Lessons learned from vibe coding

This experiment taught me that you can start using agentic AI without learning much about best practices in advance. It works from the beginning when you want to build features and get running results. Over time, you learn and adapt your workflow based on what works best for you and the agent. Here are some of my key takeaways from vibe coding my first project:

  • Begin with the end in mind: Just like Stephen Covey's second habit, having a clear vision of the final product and how you would implement it from an architectural point of view is important. In my opinion, the agent doesn't need to know the final product, but you should.
  • Break everything down: Don't try to build multiple features at the same time. Let the agent complete one task before moving to the next. Think of creating user stories from an epic and assigning them one by one to the AI agent.
  • Create a prompt.md file: Be specific about how to implement things and refer to this file during conversations. This way you don't need to repeat yourself all the time and can focus on describing the actual tasks you want to implement.
    ---
    name: depot tracker prompt
    description: Guidelines for coding the depot tracker app
    applyTo: ["./**"]
    ---
    - Always activate the virtual Python environment before executing terminal commands (source .venv/bin/activate)
    - Never hardcode secrets. Use environment variables via `dotenv`.
    - All functions must include docstrings explaining the purpose and parameters.
    - Comment the intent of functionality (explain the "why" and purpose, not the "what")
    - Use comments to explain how Dash components work, to get me into the topic
    - Follow PEP 8 style guidelines
    - Include type hints for all function signatures.
    - Use private methods where appropriate and object-oriented programming principles.
  • Always review the code: In my case, the AI agent tends to implement backend logic in frontend components, instantiate objects unnecessarily, or create inefficient algorithms or structures. A quick review catches these issues, and the second iteration almost always works well.
  • Commit early and often: Make a commit after each working task. When the agent occasionally goes off track (and it will), you can easily revert to the last known proper state.
  • Environment isolation is highly recommended: Using a dedicated virtual environment makes sense. The agent often wants to install packages and dependencies on its own. Having a separate environment prevents messing up your global installations.

Final thoughts

Working with the agent on my project was really impressive. Complex features that would normally take me hours to research, implement, and debug were completed in minutes of conversation and copy-pasting terminal output.

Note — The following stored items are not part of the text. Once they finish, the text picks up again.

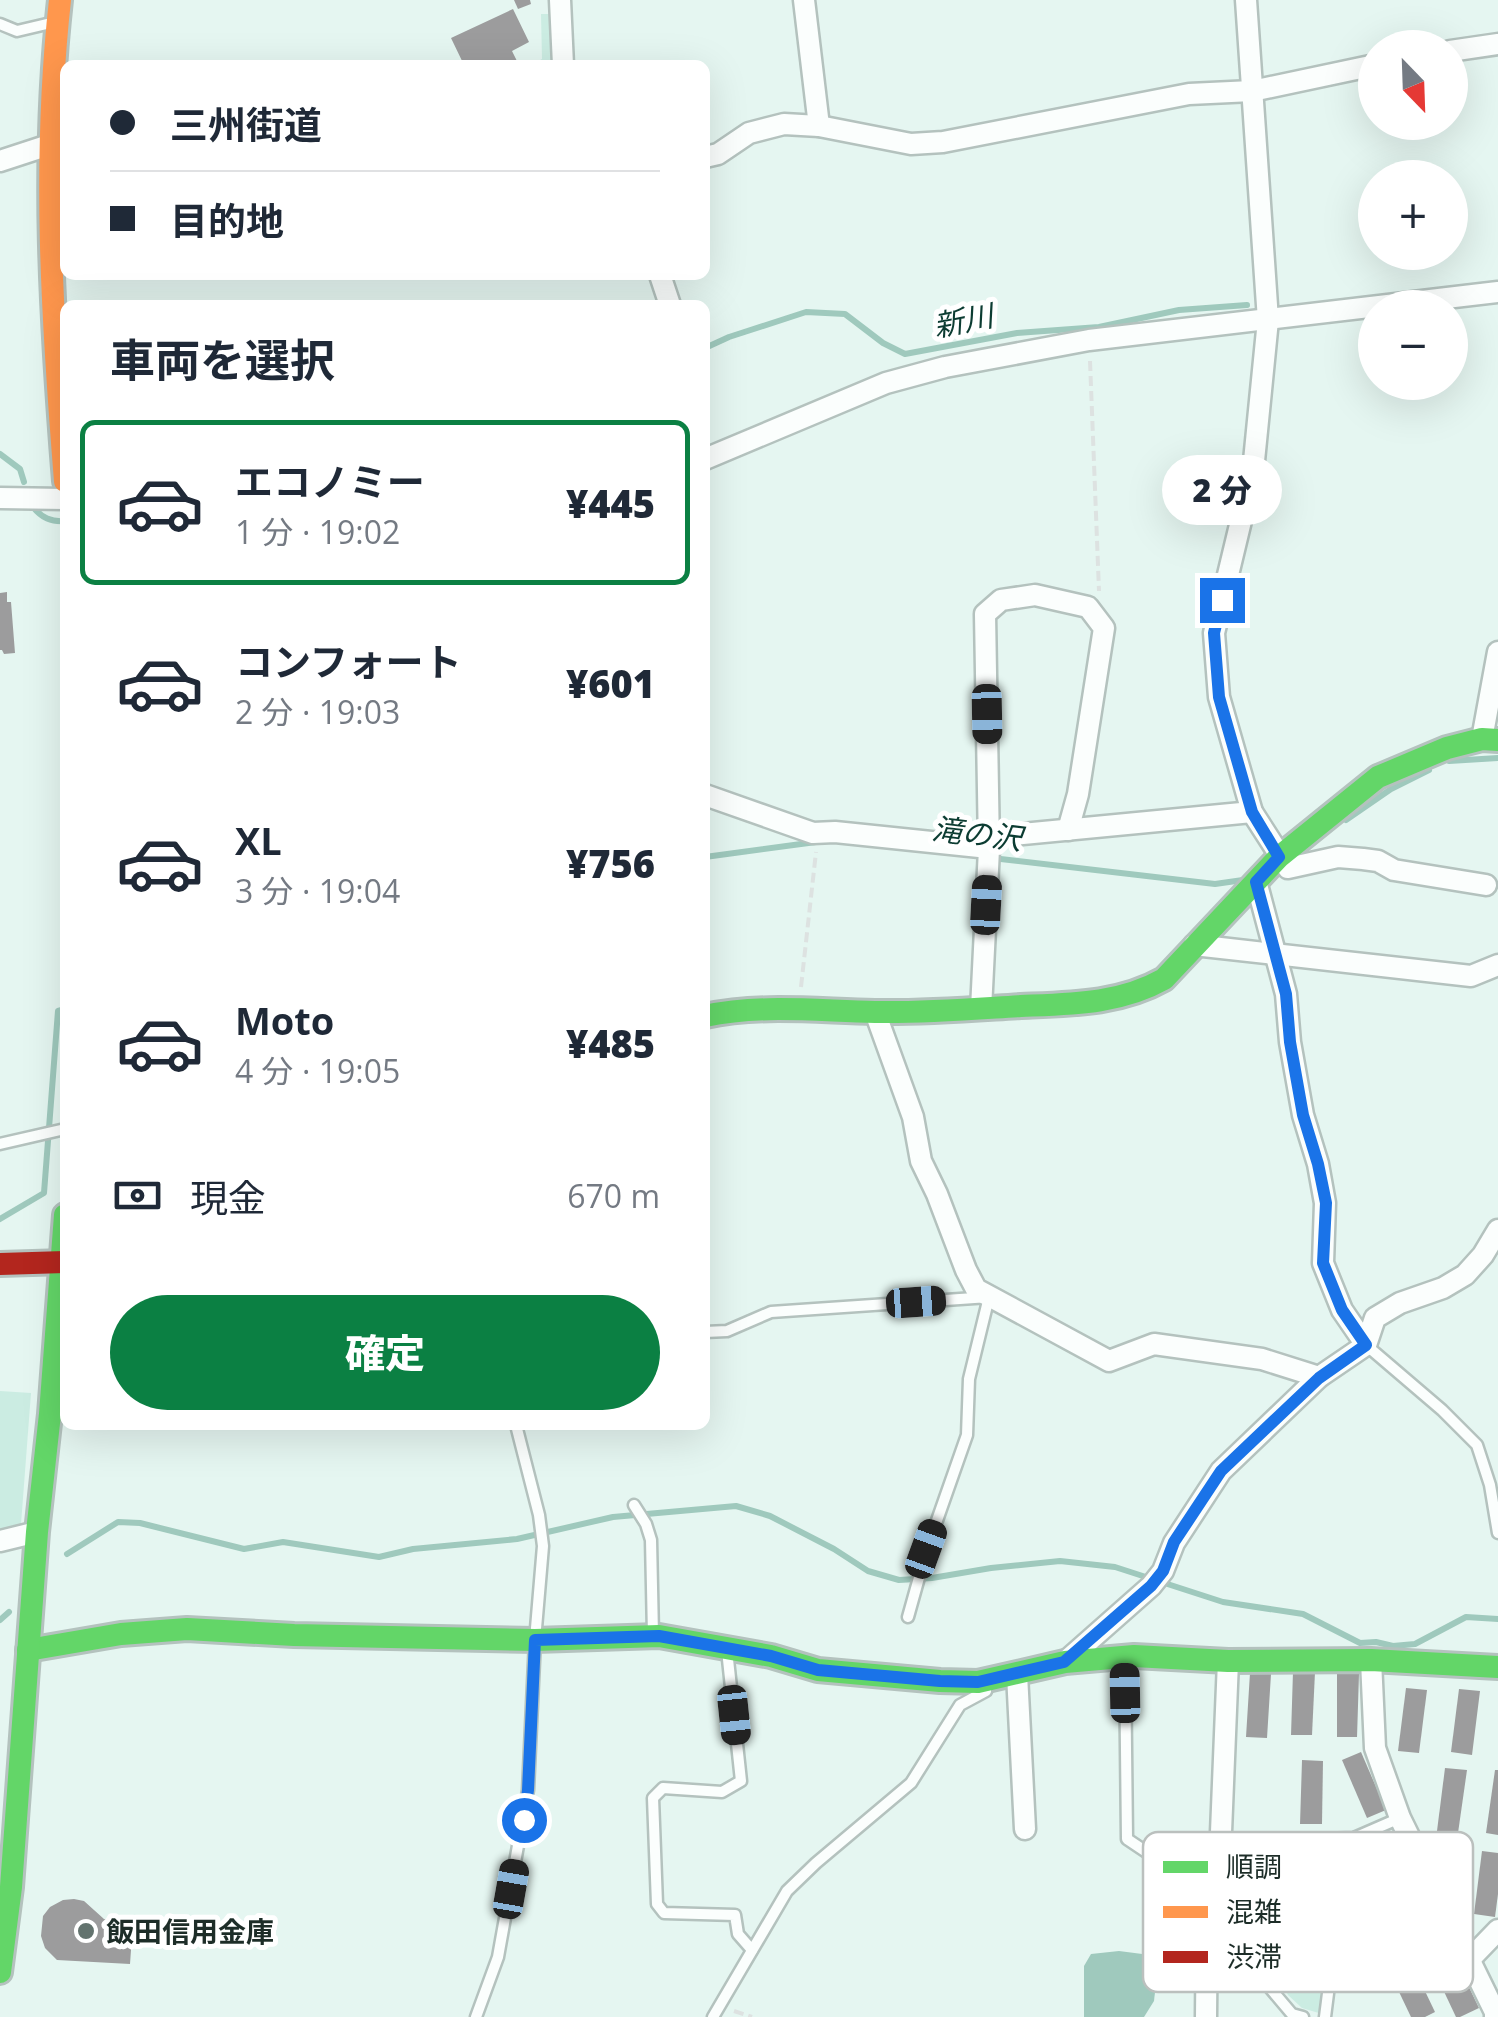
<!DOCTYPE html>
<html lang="ja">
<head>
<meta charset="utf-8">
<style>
	body { margin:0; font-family:"Open Sans","Noto Sans JP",sans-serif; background:#f2f2f3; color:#1f2937; height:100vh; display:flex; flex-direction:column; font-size:38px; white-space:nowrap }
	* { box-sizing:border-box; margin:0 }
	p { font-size:32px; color:#747a83 }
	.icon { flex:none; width:55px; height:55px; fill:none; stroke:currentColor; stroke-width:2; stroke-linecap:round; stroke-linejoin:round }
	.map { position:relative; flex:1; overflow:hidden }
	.drawer { position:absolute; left:60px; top:300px; width:650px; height:1130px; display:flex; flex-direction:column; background:#fff; border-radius:15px; box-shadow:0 10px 40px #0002 }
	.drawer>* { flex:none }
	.top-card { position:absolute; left:60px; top:60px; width:650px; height:220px; border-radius:15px; box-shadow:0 10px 40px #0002; display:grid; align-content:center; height:220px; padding:0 50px; background:#fff }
	.needle { width:65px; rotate:157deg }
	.fabs { position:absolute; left:1358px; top:30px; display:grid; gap:20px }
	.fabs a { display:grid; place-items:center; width:110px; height:110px; border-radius:50%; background:#fff; box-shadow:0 10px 40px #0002; font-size:50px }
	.end { position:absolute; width:45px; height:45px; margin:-22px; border:12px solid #1a73e8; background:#fff; box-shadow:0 0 0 5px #fff }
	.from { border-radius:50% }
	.bubble { position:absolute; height:70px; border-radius:35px; background:#fff; box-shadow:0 10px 40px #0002; font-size:32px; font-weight:800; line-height:70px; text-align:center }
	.car { position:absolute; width:30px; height:60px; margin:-30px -15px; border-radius:12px; box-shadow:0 0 8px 2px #0007; background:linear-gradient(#222 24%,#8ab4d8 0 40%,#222 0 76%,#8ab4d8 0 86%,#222 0) }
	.top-card b { display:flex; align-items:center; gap:35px; height:95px; font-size:38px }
	.top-card b+b { border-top:2px solid #e0e1e3 }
	.top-card i { width:25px; height:25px; background:#1f2937 }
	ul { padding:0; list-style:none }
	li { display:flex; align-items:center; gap:30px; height:165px; margin:0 20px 15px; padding:0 30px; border:5px solid transparent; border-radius:15px }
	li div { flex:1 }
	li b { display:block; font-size:38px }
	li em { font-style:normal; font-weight:800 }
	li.current { border-color:#0b8043 }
	li>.icon { width:90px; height:90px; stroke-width:1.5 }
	h2 { padding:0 50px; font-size:45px; line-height:120px }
	.pay { display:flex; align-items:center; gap:25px; height:110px; padding:0 50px; font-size:38px }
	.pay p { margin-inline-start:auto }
	.action { display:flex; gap:20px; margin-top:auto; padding:20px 50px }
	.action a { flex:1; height:115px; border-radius:60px; background:#0b8043; color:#fff; font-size:40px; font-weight:800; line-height:115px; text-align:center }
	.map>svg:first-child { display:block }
	.green { fill:#cbece2 }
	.water { fill:#9fc9bd }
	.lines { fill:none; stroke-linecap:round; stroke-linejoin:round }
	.stream { stroke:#9fc9bd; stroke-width:6 }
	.building { fill:#9c9c9d }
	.lane-casing { stroke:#b4c2be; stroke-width:15 }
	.street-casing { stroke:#b4c2be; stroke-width:25 }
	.fast-casing { stroke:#b4c2be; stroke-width:28 }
	.slow-casing { stroke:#b4c2be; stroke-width:28 }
	.jam-casing { stroke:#b4c2be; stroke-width:28 }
	.path { stroke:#dde2e1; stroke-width:4; stroke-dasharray:10 5; stroke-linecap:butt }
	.lane { stroke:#fbfefd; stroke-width:10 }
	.street { stroke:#fbfefd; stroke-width:20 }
	.fast { stroke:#63d668; stroke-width:22 }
	.slow { stroke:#ff974d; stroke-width:22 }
	.jam { stroke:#b3261e; stroke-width:22 }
	.route { stroke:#1a73e8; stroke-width:12 }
	.poi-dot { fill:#63736e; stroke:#fff; stroke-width:4 }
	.labels { text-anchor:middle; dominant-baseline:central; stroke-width:10; stroke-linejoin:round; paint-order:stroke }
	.poi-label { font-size:28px; font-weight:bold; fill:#1d2d28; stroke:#fff; text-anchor:start }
	.water-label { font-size:30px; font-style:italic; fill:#0c3c32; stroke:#fff }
	.key { fill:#fff; stroke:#bbc0be; stroke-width:2.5 }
	.key-label { font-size:28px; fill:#1d2d28 }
</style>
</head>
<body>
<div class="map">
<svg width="1498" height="2017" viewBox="0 0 1498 2017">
	<rect width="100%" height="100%" fill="#e5f6f1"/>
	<g class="green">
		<polygon points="541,14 552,14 556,65 532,65 542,59"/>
		<polygon points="0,1391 31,1393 21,1524 0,1535"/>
		<polygon points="1298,1923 1331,1926 1332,1962 1322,2014 1302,2008 1288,1995 1252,1930 1289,1933"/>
	</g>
	<polygon class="water" points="1119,1951 1150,1955 1158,1966 1154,2001 1144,2017 1084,2017 1084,1966 1091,1954"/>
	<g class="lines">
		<g class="stream">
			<polyline points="705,348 729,337 806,312 845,314 883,343 905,354 1017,333 1099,327 1179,310 1247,305"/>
			<polyline points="0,454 20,469 24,482"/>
			<path d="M33,507C42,518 51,522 65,521"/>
			<polyline points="1449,761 1498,758"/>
			<polyline points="1346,820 1391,789 1429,770"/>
			<polyline points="705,857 816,842"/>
			<polyline points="992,858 1215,884 1243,880"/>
			<polyline points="0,1219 44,1193 58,1011 65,1009"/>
			<polyline points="67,1554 118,1522 140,1523 244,1549 283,1542 379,1557 413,1549 517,1539 613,1517 736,1506 770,1516 834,1549 868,1571 899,1580 932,1578 991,1568 1060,1561 1115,1567 1223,1602 1303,1614 1360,1643 1376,1642 1393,1646 1415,1644 1466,1617 1498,1619"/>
			<polyline points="0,1620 9,1612"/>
		</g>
	</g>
	<g class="building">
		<polygon points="514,0 530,0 531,4 518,9"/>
		<polygon points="513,9 529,42 512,51 519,65 464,65 451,38"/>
		<polygon points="7,592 7,602 11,602 15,653 4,654 2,650 0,650 0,593"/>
		<polygon points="1293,1671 1315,1672 1312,1735 1291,1735"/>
		<polygon points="1250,1673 1271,1674 1267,1738 1246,1737"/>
		<polygon points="1337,1673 1359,1673 1357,1737 1337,1737"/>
		<polygon points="1406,1688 1427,1690 1419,1753 1398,1751"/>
		<polygon points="1459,1689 1480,1691 1472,1755 1451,1752"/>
		<polygon points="1361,1752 1386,1810 1367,1818 1342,1760"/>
		<polygon points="1302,1760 1323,1761 1322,1824 1300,1824"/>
		<polygon points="1445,1768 1467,1770 1458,1833 1437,1831"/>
		<polygon points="1495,1770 1498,1770 1498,1835 1486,1833"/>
		<polygon points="1482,1851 1498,1853 1498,1894 1495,1917 1474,1914"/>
		<polygon points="74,1899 84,1901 104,1919 133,1922 130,1964 57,1960 45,1948 41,1936 43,1916 50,1907 63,1900"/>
		<polygon points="1444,1935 1479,2008 1460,2017 1456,2017 1422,1945"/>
		<polygon points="1400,1939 1435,2012 1425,2017 1411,2017 1379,1950"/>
	</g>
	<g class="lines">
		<defs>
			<g id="lane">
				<polyline points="0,24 17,31 51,23"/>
				<polyline points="0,1144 65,1129"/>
				<polyline points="705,1332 727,1331 771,1312 989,1297 969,1379 967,1435 927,1549 908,1617"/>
				<polyline points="1366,1345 1442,1410 1477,1445 1490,1485 1498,1533"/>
				<polyline points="634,1505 646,1524 651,1540 653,1635"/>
				<polyline points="727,1650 741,1781 722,1792 663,1788 653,1798 657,1904 664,1913 735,1915 738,1934 752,1950"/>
				<polyline points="1125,1658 1127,1839 1212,1896 1248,1962 1292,2014 1303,2017"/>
				<polyline points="1287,1840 1354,1838 1400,1818"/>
				<polyline points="476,2017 498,1957 528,1790 535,1640 543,1546 539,1515 516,1425"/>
				<polyline points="713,2017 787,1891 816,1863 911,1783 960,1705 986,1691"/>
				<polyline points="1325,2017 1332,1962 1338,1936 1344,1866 1354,1838"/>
			</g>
			<g id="street">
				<polyline points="560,0 563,65"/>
				<polyline points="804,0 819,126"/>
				<polyline points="1246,0 1268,320 1253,471 1214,633 1219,697 1252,812 1288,868 1338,857 1363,859 1378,861 1394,870 1486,885"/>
				<polyline points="1450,51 1498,44"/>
				<polyline points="705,157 718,154 749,133 784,124 819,126 911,144 943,142 1189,94 1252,91 1375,65"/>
				<polyline points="0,161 49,145"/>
				<polyline points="660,275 670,305"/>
				<polyline points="705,459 886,383 945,367 1089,340 1498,292"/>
				<polyline points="0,498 65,499"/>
				<polyline points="1482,739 1498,652"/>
				<polyline points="705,795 813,833 835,832 989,848 1002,836 1252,812"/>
				<polyline points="1256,881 1286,994 1290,1042 1303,1115 1318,1164 1325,1203 1323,1263 1342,1310 1366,1345"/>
				<polyline points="1194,945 1471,976 1498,965"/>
				<polyline points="981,1009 989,849 985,614 1001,600 1035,595 1088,607 1104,628 1078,794 1068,830"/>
				<polyline points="875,1012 913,1117 921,1161 937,1194 966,1270 976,1289 1109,1361 1154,1344 1262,1359 1319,1377"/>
				<polyline points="0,1541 37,1532"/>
				<polyline points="1371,1660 1375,1748 1400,1818 1495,2012 1495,2017"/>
				<polyline points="1065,1662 1151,1586 1163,1571 1174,1543 1221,1471 1319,1377 1366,1345 1375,1318 1400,1303 1443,1288 1465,1275 1483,1255 1498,1230"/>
				<polyline points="1017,1674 1025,1829"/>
				<polyline points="1470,1959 1498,1930"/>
				<polyline points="1206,2017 1207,1910 1219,1881 1228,1661"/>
			</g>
			<g id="fast">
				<path d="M705,1016C762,1004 817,1011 875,1012C924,1013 972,1009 1021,1006C1071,1004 1120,1004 1164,979L1279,857L1378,777L1447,748L1482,739L1498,740"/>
				<polyline points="28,1650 121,1634 187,1629 294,1635 535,1640 659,1636 771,1656 818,1670 940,1681 978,1682 1065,1662 1134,1656 1228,1661 1371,1660 1498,1667"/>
				<polyline points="0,1972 11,1887 37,1532 50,1414 65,1215"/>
			</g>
			<path id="slow" d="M60,0C42,162 52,319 65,481"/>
			<polyline id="jam" points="0,1264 65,1262"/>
		</defs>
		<use href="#lane" class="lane-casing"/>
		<use href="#street" class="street-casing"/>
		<use href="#fast" class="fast-casing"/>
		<use href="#slow" class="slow-casing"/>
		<use href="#jam" class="jam-casing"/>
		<g class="path">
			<polyline points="1090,361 1099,591"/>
			<polyline points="801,987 816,852"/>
			<polyline points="1353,1934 1432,1924"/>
			<polyline points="734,2011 752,2017"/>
		</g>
		<use href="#lane" class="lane"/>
		<use href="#street" class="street"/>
		<use href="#fast" class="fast"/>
		<use href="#slow" class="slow"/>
		<use href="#jam" class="jam"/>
	</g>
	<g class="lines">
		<polyline class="route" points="524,1820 528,1790 535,1640 659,1636 771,1656 818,1670 940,1681 978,1682 1064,1662 1151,1586 1163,1571 1174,1542 1221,1471 1319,1378 1366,1345 1342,1310 1323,1263 1326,1203 1318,1164 1303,1115 1290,1042 1286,994 1256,882 1279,857 1252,812 1219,697 1214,633 1222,600"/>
	</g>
	<circle class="poi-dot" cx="86" cy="1931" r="10"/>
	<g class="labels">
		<g class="poi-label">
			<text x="106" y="1931">飯田信用金庫</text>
		</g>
		<g class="water-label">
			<text transform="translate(963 320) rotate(-11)">新川</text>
			<text transform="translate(977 833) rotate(7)">滝の沢</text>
		</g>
	</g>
	<rect x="1143" y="1832" width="330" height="160" rx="15" class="key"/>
	<rect x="1163" y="1861" width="45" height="12" fill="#63d668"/>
	<rect x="1163" y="1906" width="45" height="12" fill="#ff974d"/>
	<rect x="1163" y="1951" width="45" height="12" fill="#b3261e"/>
	<g class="key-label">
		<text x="1226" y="1877">順調</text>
		<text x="1226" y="1922">混雑</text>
		<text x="1226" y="1967">渋滞</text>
	</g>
</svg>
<div class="fabs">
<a><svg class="needle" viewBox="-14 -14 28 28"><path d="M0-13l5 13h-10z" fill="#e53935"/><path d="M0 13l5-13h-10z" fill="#747a83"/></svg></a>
<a>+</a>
<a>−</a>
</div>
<i class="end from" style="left:524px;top:1820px"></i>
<i class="end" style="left:1222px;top:600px"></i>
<div class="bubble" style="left:1162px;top:455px;width:120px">2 分</div>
<i class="car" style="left:987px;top:714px;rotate:179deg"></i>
<i class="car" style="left:986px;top:905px;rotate:3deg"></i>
<i class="car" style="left:916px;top:1302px;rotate:86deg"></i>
<i class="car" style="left:926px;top:1549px;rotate:20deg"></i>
<i class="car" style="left:1125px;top:1693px;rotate:359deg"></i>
<i class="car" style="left:734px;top:1715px;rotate:174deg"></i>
<i class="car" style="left:511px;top:1889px;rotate:10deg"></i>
<div class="top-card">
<b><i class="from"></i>三州街道</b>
<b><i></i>目的地</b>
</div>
<section class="drawer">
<h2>車両を選択</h2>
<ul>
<li class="current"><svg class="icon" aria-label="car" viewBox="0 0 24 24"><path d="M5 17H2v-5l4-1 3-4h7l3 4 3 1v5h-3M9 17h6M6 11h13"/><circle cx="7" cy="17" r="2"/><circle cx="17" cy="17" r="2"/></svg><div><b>エコノミー</b><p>1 分 · 19:02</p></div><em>¥445</em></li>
<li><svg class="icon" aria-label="car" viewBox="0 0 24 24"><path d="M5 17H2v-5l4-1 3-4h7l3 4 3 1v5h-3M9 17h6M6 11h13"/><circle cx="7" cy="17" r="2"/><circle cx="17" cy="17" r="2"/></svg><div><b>コンフォート</b><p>2 分 · 19:03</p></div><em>¥601</em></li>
<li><svg class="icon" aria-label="car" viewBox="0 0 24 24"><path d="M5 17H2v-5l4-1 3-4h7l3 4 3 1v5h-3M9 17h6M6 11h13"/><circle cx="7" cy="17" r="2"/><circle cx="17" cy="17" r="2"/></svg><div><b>XL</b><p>3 分 · 19:04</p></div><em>¥756</em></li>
<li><svg class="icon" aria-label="car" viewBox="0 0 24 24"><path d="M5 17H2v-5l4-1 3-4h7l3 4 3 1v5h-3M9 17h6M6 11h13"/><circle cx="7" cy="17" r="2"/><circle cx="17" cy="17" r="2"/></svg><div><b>Moto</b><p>4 分 · 19:05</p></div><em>¥485</em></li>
</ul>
<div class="pay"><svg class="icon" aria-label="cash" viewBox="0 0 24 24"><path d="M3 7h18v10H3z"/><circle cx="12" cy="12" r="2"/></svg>現金<p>670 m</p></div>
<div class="action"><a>確定</a></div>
</section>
</div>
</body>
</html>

I don't think the agent will completely replace software engineering skills. It's about boosting efficiency. Understanding good architecture, data structures, and clean code principles becomes even more important when working with AI. You need to guide the agent towards good solutions and catch the bad ones quickly. I also think that non-programmers can build a working prototype of their (business-) ideas with the help of AI agents.

My own depot tracker app serves the purpose I intended. More importantly, I got my first experience with effectively collaborating with AI to build a simple software product. I might consider some refactoring in the future when I want to extend the app, but for now, it just works.

I think it's important for software engineers to spend time learning how to prompt and guide AI agents effectively. Like any tool, the better you understand its capabilities and limitations, the more value you can extract. I don't think this is a temporary trend. It's a fundamental shift in how we build software.